• _EXERCISE_: The entries below need to be transcribed exactly, without their images.

• _Stored data_:
*** Begin section ***
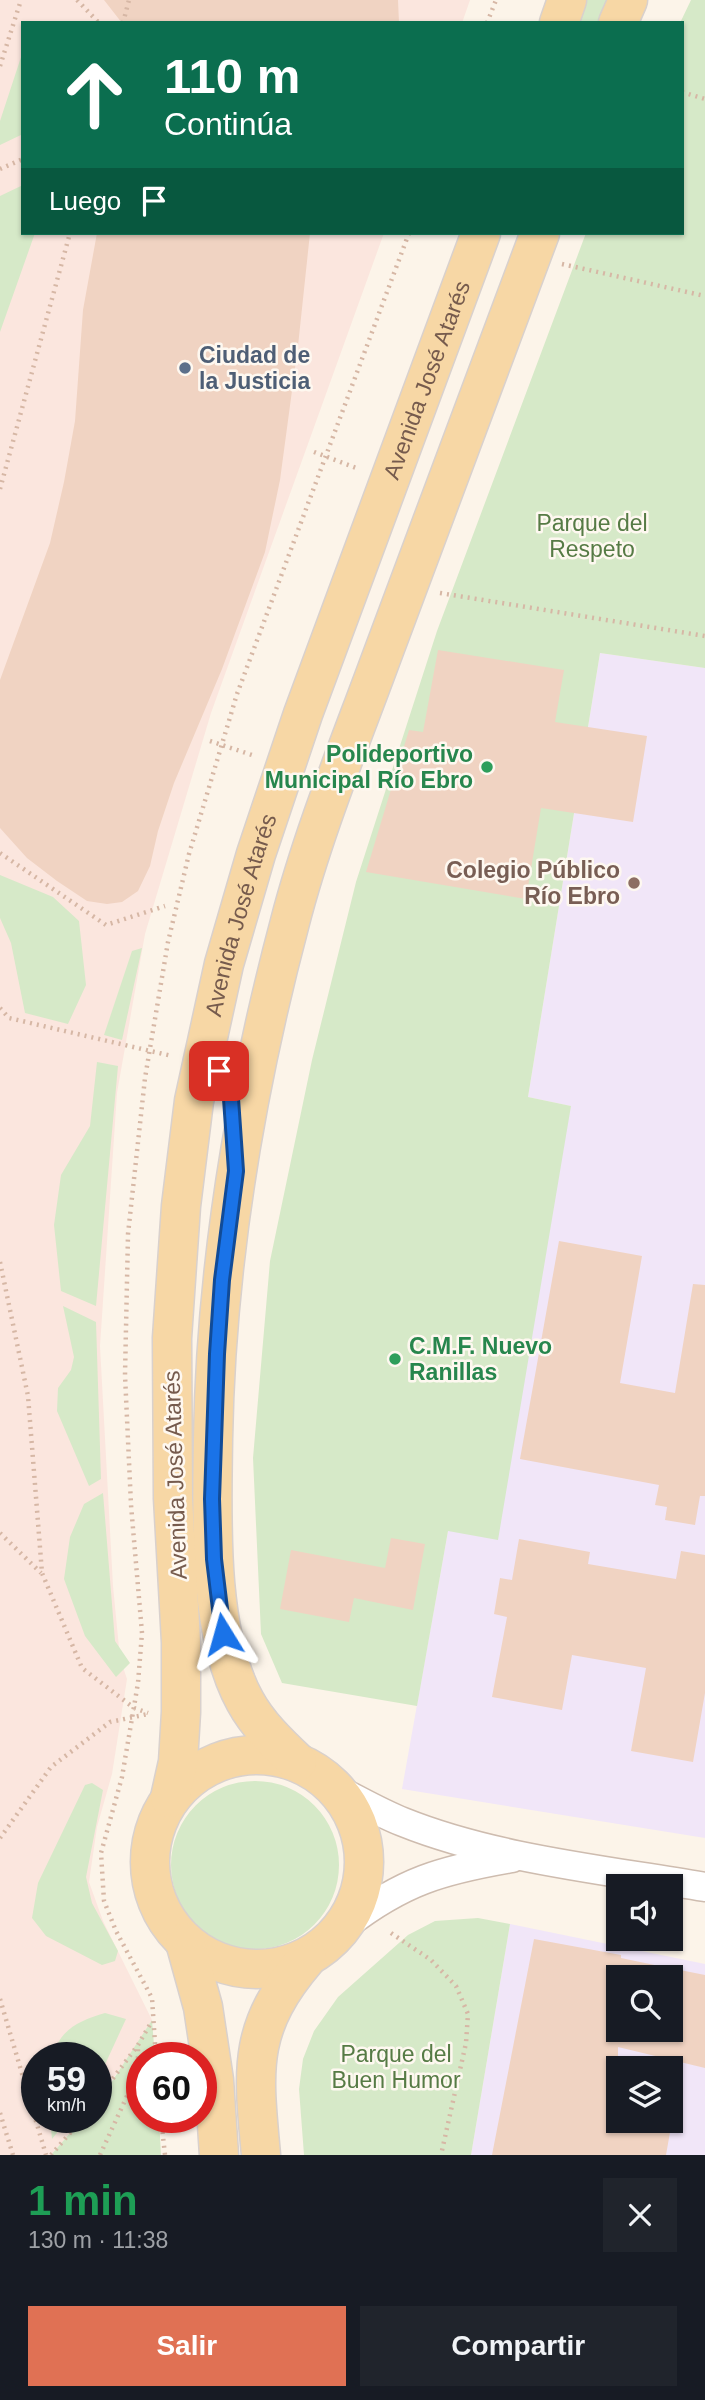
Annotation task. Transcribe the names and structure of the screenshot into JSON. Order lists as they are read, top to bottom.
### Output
{
  "streets": {
    "main road": ["Avenida José Atarés"]
  },
  "parks": ["Parque del Respeto", "Parque del Buen Humor"],
  "places": [
    "Ciudad de la Justicia",
    "Polideportivo Municipal Río Ebro",
    "Colegio Público Río Ebro",
    "C.M.F. Nuevo Ranillas"
  ],
  "page": {
    "turn": ["110 m", "Continúa"],
    "then": "Luego",
    "speed": "59 km/h",
    "limit": "60",
    "heading": ["1 min", "130 m · 11:38"],
    "buttons": ["Salir", "Compartir"]
  }
}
*** End section ***
• _ANSWER TO THIS PROBLEM_:
Annotation task. Transcribe the names and structure of the screenshot into JSON. Order lists as they are read, top to bottom.
### Output
{
  "streets": {
    "main road": ["Avenida José Atarés"]
  },
  "parks": ["Parque del Respeto", "Parque del Buen Humor"],
  "places": [
    "Ciudad de la Justicia",
    "Polideportivo Municipal Río Ebro",
    "Colegio Público Río Ebro",
    "C.M.F. Nuevo Ranillas"
  ],
  "page": {
    "turn": ["110 m", "Continúa"],
    "then": "Luego",
    "speed": "59 km/h",
    "limit": "60",
    "heading": ["1 min", "130 m · 11:38"],
    "buttons": ["Salir", "Compartir"]
  }
}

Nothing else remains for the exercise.